Escaping the long commute, daily grind, difficult boss, and workplace politics started as an initial relief. However, like most new retirees, I found out after a few months that my vacation mode was starting to wear off. This is because I missed my sense of identity – the meaning and purpose that came with my job and the structure it gave my days. Apart from this, I also missed my co-workers and the social aspect. Thankfully, instead of feeling bored and isolated, I decided to find a way to fill my days to avoid grieving for my old life. I started my own business consulting company that works to enhance systems and processes. But like I said, it wasn’t always this easy.

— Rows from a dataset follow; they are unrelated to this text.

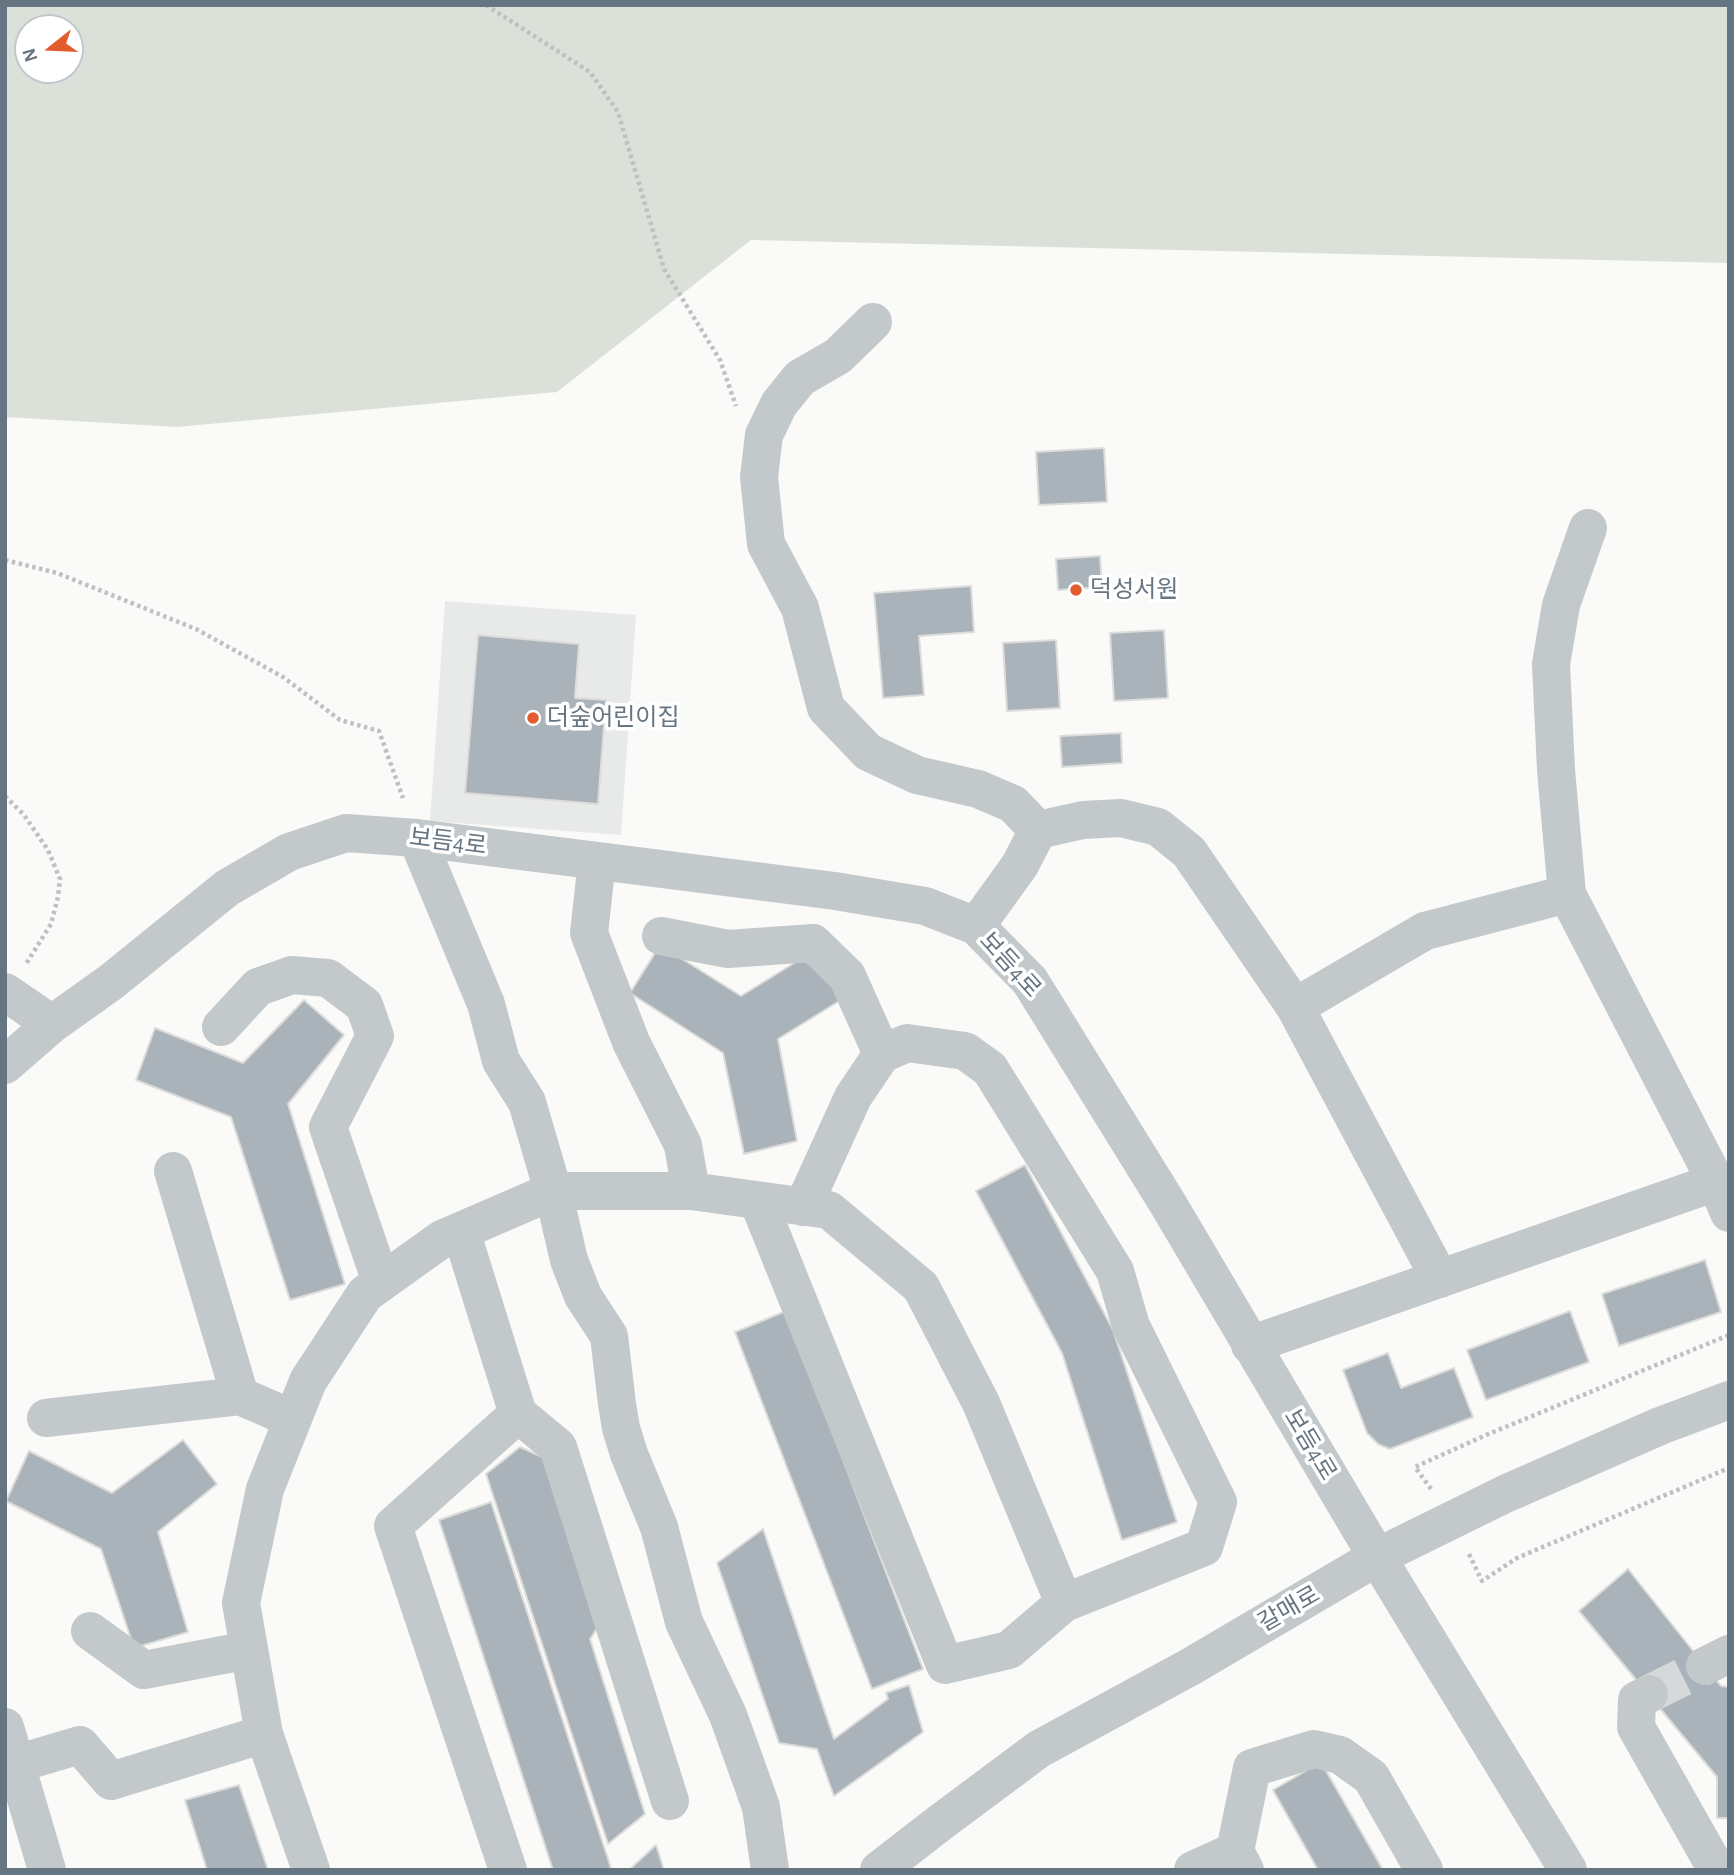 <!DOCTYPE html>
<meta charset="utf-8">
<style>
body{margin:0}
#map{position:relative;width:1734px;height:1875px;overflow:hidden;background:#fafaf8;font-family:"Alegreya Sans",sans-serif}
canvas{display:block}
.frame{position:absolute;inset:0;border:7px solid #657582;pointer-events:none}
.north{position:absolute;left:14px;top:14px;width:70px;height:70px;box-sizing:border-box;background:#fff;border:2px solid #c1c8cd;border-radius:50%;rotate:252deg;font-size:19px;font-weight:700;line-height:28px;text-align:center;color:#657582}
.north::after{content:'';display:block;margin:auto;width:24px;height:32px;background:#e25c2f;clip-path:polygon(50% 0,100% 100%,50% 72%,0 100%)}
</style>
<div id="map">
<canvas width="1734" height="1875"></canvas>
<div class="frame"></div>
<div class="north">N</div>
</div>
<script>
const g = document.querySelector('canvas').getContext('2d');
g.lineJoin = 'round';
function fill(path, color) { g.fillStyle = color; g.fill(path, 'evenodd'); }
const poly = rows => new Path2D(rows.map(r => 'M' + r).join(''));
function trace(path, color, width, dash) { g.strokeStyle = color; g.lineWidth = width; g.lineCap = dash ? 'butt' : 'round'; g.setLineDash(dash || []); g.stroke(path); }
function write(font, color, halo, rows, align = 'center') {
  g.font = font + ' "Alegreya Sans","Noto Sans KR",sans-serif'; g.lineWidth = 7; g.setLineDash([]); g.textBaseline = 'middle'; g.strokeStyle = halo; g.fillStyle = color; for (const [text, x, y, turn = 0] of rows) {
    g.save(); g.translate(x, y); g.rotate((+turn || 0) * Math.PI / 180); g.textAlign = isNaN(turn) ? turn : align; if (halo) g.strokeText(text, 0, 0); g.fillText(text, 0, 0); g.restore();
  }
}
fill(poly([
 [445,601,636,615,621,835,430,821]
]), '#e8e9e9');
fill(poly([
 [5,5,1729,5,1729,263,751,240,557,392,177,427,5,417],
 [28,28,70,28,70,70,28,70]
]), '#dbe1d9');
const building = poly([
 [1104,448,1107,502,1039,505,1036,452,1104,448],
 [1100,556,1102,587,1058,590,1056,559,1100,556],
 [971,586,974,632,919,636,924,695,883,698,874,593,971,586],
 [1164,630,1168,698,1114,701,1110,633,1164,630],
 [478,635,579,644,575,698,606,700,598,804,465,793,478,635],
 [1056,640,1060,708,1007,711,1003,643,1056,640],
 [1121,733,1122,763,1062,767,1060,736,1121,733],
 [660,945,741,996,812,952,844,998,778,1039,797,1141,744,1154,723,1053,630,993,660,945],
 [304,1000,344,1035,288,1104,345,1284,290,1300,231,1117,136,1080,155,1028,243,1063,304,1000],
 [1025,1165,1113,1330,1177,1522,1122,1540,1062,1353,976,1191,1025,1165],
 [1705,1260,1721,1312,1619,1346,1602,1294,1705,1260],
 [786,1311,923,1669,872,1689,735,1332,786,1311],
 [1570,1311,1589,1362,1486,1400,1467,1350,1570,1311],
 [1388,1353,1401,1388,1454,1368,1473,1417,1390,1449,1378,1444,1367,1433,1343,1370,1388,1353],
 [183,1440,217,1484,158,1532,188,1632,134,1648,101,1549,6,1501,29,1451,112,1493,183,1440],
 [520,1447,549,1460,602,1621,590,1639,645,1814,608,1844,486,1474,520,1447],
 [491,1502,611,1868,605,1870,553,1870,439,1520,491,1502],
 [763,1529,834,1739,888,1699,886,1693,909,1685,923,1732,834,1796,817,1749,779,1743,717,1563,763,1529],
 [1628,1569,1721,1686,1729,1687,1729,1818,1717,1818,1717,1777,1579,1611,1628,1569],
 [1321,1762,1383,1870,1318,1870,1273,1790,1321,1762],
 [239,1785,268,1870,207,1870,185,1800,239,1785],
 [656,1845,664,1870,629,1870,656,1845]
]);
fill(building, '#aab3b9');
trace(building, '#dcdcda', 2);
trace(poly([
 [1649,1694,1705,1666]
]), '#d5d9da', 38, [38, 19]);
trace(poly([
 [486,5,590,72,618,112,664,269,720,360,736,406],
 [5,560,57,573,196,629,283,677,340,720,379,731,403,798],
 [5,796,24,815,48,850,60,879,58,897,51,924,26,964],
 [1431,1489,1415,1467,1486,1435,1729,1335],
 [1469,1554,1482,1581,1517,1558,1729,1468]
]), '#bdc1c3', 4.5, [3.5, 3.5]);
trace(poly([
 [873,322,838,356,800,378,779,404,764,435,759,477,766,544,800,608,826,708,868,752,917,775,978,789,1013,804,1038,830],
 [1588,528,1561,605,1551,664,1556,770,1567,894,1716,1182,1729,1213],
 [417,838,486,1004,501,1061,527,1102,553,1191,569,1260,583,1296,609,1336,617,1404,621,1428,629,1454,659,1527,684,1622,728,1715,761,1807,770,1870],
 [597,861,589,933,631,1042,683,1145,691,1191],
 [976,926,1020,865,1038,830,1083,820,1121,818,1158,827,1189,852,1295,1007,1440,1279],
 [661,936,728,949,813,943,847,976,882,1054],
 [5,992,52,1024],
 [1295,1007,1425,931,1567,894],
 [221,1027,258,987,292,975,328,978,364,1005,375,1036,328,1127,381,1282],
 [5,1065,52,1024,111,982,227,888,289,852,346,833,417,838,835,891,925,906,976,926,1030,981,1168,1204,1377,1557,1568,1870],
 [173,1171,240,1396],
 [758,1201,945,1665,1009,1650,1064,1603,1204,1547,1218,1502,1131,1326,1115,1271,990,1069,965,1051,907,1043,882,1054,853,1097,803,1207],
 [461,1231,518,1414,393,1526,508,1870],
 [1250,1345,1716,1182],
 [518,1414,558,1447,670,1801],
 [46,1418,240,1396,293,1419],
 [90,1631,144,1670,249,1650],
 [1705,1666,1729,1654],
 [1649,1694,1637,1700,1636,1727,1717,1870],
 [5,1727,47,1870],
 [16,1764,80,1745,111,1781,264,1734],
 [311,1870,264,1734,241,1603,265,1489,308,1381,365,1294,442,1239,553,1191,691,1191,829,1210,921,1287,981,1403,1064,1603],
 [879,1870,941,1822,1039,1749,1190,1667,1377,1557,1505,1494,1660,1426,1729,1400],
 [1193,1870,1235,1851],
 [1245,1870,1235,1851,1252,1768,1314,1749,1340,1755,1371,1777,1424,1870]
]), '#c3c8cb', 38);
for (const [x, y, r, color] of [
 [1076,590,7,"#e25c2f"],
 [533,718,7,"#e25c2f"]
]) { const dot = new Path2D(); dot.arc(x, y, r, 0, 2 * Math.PI); g.fillStyle = color; g.fill(dot); trace(dot, '#fff', 2.5); }
write('24px', '#657582', '#fff', [
 ["덕성서원",1090,590],
 ["더숲어린이집",547,718]
], 'left');
write('24px', '#657582', '#fff', [
 ["보듬4로",448,842,7],
 ["보듬4로",1010,965,48],
 ["보듬4로",1310,1445,59],
 ["갈매로",1289,1609,-30]
]);
</script>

Some of the challenges I had to overcome include: The feeling of anxiety of not having enough money to spend Difficulty filling my extra hours with meaningful activities The feeling of isolation due to lack of social interaction from being around my coworkers. A decline in my perception self importance Adjusting to my routine and maintaining my relevance.

New Life

But I had to adjust, and I did. Let me put it straight to you; one of the best ways to push through with your retirement is to embrace change. To embrace change can mean losing friends or moving away from an old place – which I later did. I will get to that part in a bit. I needed to adjust my attitude and see my retirement as a journey and not a destination. As a result, I gave myself enough time to figure things out. I changed direction when I needed to and built resilience while at it. After adjusting my attitude, I also took time to acknowledge my emotions.

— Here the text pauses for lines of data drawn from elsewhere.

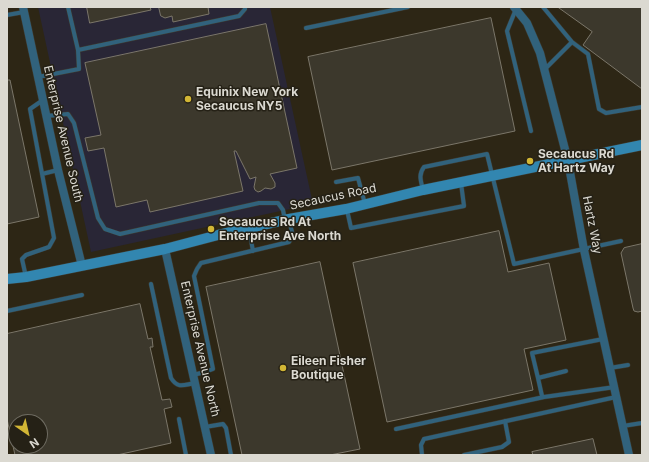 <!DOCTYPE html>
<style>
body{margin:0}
#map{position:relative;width:649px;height:462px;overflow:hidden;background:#252116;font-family:Inter,sans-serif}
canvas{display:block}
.frame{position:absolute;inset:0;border:8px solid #dbd9d1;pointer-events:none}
.north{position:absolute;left:8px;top:414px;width:40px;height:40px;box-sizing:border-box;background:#252116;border:1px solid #6e6b61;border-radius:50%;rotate:146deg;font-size:11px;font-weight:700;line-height:16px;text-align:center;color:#dbd9d1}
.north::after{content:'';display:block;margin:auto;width:14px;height:18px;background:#d2b635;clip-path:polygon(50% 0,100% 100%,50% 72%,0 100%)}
</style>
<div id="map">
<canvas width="649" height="462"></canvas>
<div class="frame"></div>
<div class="north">N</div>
</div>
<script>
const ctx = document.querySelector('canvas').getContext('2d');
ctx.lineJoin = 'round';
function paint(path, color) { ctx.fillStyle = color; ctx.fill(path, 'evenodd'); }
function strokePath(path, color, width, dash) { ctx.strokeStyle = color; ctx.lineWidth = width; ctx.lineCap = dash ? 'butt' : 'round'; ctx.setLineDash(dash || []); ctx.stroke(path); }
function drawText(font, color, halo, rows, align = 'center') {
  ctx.font = font + ' Inter,sans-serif'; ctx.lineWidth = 3; ctx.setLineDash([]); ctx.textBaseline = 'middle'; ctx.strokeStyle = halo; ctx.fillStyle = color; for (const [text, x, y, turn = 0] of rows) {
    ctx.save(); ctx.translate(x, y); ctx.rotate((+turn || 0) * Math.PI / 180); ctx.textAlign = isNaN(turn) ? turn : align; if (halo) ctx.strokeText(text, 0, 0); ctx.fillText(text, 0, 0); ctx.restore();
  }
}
const built = new Path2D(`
 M7,7h635v448h-635zM16,422h24v24h-24z`);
const industrial = new Path2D(`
 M38,7h232l43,197 -222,48z`);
const building = new Path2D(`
 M87,7h63l1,3 -61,13z
 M159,7h49l1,7 -36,8 -1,-6 -7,2 -4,-2z
 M558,7h84v82l-59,-44 9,-13z
 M491,18l24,113 -183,39 -24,-113z
 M266,24l31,144 -27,6 5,9v4l-4,2 -6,-1 -4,3 -3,1 -3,-2 -1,-3 2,-10 -6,2 -14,-28h-2l9,40 -93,21 -3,-12 -31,7 -12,-59 -16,3 -3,-13 16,-3 -16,-72z
 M7,80h3l29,137 -32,7z
 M499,231l9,41 41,-9 17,77 -42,9 9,41 -146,32 -34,-159z
 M642,244v67l-4,1 -4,-1 -1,-3 -12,-55 3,-5z
 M320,262l40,187 -30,6h-88l-36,-168z
 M140,304l8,35 4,-1 1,9h-3l12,53 8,-1 2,8 -8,2 7,34 -54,12h-102l-8,-36v-85zM16,422h24v24h-24z
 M593,439l4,16h-64l-1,-3z`);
const service = new Path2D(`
 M68,7l10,43 161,-34 6,-7v-2
 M543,7l29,35
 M516,9l-9,22 24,100
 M7,15l17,-3
 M306,28l102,-21
 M545,69l27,-27 16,12 11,55 7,4 36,-6
 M38,77l41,-8 -1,-19
 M46,116l22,-2 6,9 24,95 7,11 15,5 139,-31h19l5,7 2,10
 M42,174l16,-4
 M336,182l22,-4 7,26
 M423,190c-2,-9 -5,-15 1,-23l63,-13 27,110 107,-23
 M347,210l4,18 113,-22 -3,-23
 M249,229l4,22
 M26,277l-4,-18 4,-4 23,-8 5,-9 -24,-129 13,-9
 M151,284l20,94c7,11 12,7 24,5
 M7,311l75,-16
 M610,368l18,-3
 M566,371l-28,7 -6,-25 71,-14
 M193,375l12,-3 8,-3 -19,-93 3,-7 4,-6 88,-21 4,-6 -4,-16
 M538,378l4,18 2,1 71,-10
 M179,419l7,36
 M623,426l19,-3
 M205,427l18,-3 3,4 5,27
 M396,429l148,-32
 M422,455l-1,-10 3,-6 192,-42
 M464,455l38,-8 7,-5 -4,-21`);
const minor = new Path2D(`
 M23,7l35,163 24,96
 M514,7l13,16 13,30 28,108 16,89 45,205
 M165,249l46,206`);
const secondary = new Path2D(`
 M7,279l19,-2 139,-28 53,-14 71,-16 57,-10 77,-19 219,-45`);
const markers = [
 [188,99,4,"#d2b635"],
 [530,161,4,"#d2b635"],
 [211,229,4,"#d2b635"],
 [283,368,4,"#d2b635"]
];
const poiNames = [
 ["Equinix New York",196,92],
 ["Secaucus NY5",196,106],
 ["Secaucus Rd",538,154],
 ["At Hartz Way",538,168],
 ["Secaucus Rd At",219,222],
 ["Enterprise Ave North",219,236],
 ["Eileen Fisher",291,361],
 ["Boutique",291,375]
];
const streetNames = [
 ["Enterprise Avenue South",63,134,77],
 ["Secaucus Road",333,197,-12],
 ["Hartz Way",592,225,79],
 ["Enterprise Avenue North",200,349,77]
];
paint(built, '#2d2615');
paint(industrial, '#292636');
paint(building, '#3c382c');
strokePath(building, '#7b7669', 1);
strokePath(service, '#3e3b30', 5);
strokePath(minor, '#3e3b30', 9);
strokePath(secondary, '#3e3b30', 11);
strokePath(service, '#31627c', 4);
strokePath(minor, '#31627c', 8);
strokePath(secondary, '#3286b0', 10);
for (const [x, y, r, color] of markers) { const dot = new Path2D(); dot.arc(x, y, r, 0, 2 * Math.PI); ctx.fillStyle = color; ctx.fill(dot); strokePath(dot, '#252116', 1.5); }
drawText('bold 12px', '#dbd9d1', '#252116', poiNames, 'left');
drawText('12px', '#dbd9d1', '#252116', streetNames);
</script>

When I felt sad, I accepted the unpleasant emotion as something that would soon pass. I spoke to a few friends, found comfort in my family, and even kept my records. By accepting the things that I cannot change, I chose to focus my energy on the things that I can change. For example, I started my own business. This way, I was able to redefine my identity through new activities and relationships. Where I was once a writer for businesses and companies, I plan to start on my own as a freelance writer, still doing what I loved doing but in a new environment.

My Semi Retirement

Now, I will do freelance writing and small contracts jobs in writing ads for local businesses. I can tell you, I have new goals that have provided me with a sense of purpose and a redefinition of my identity. To give credit, I didn’t have to face it all alone. Now, I am moving to French Forest in Sydney, Australia, together with my wife and son, and boy, they have been a major support. With time, I will strengthen my social network and see what Sydney has in store for us. Eventually, our new landscape will become familiar territory, and I am so confident we will do great.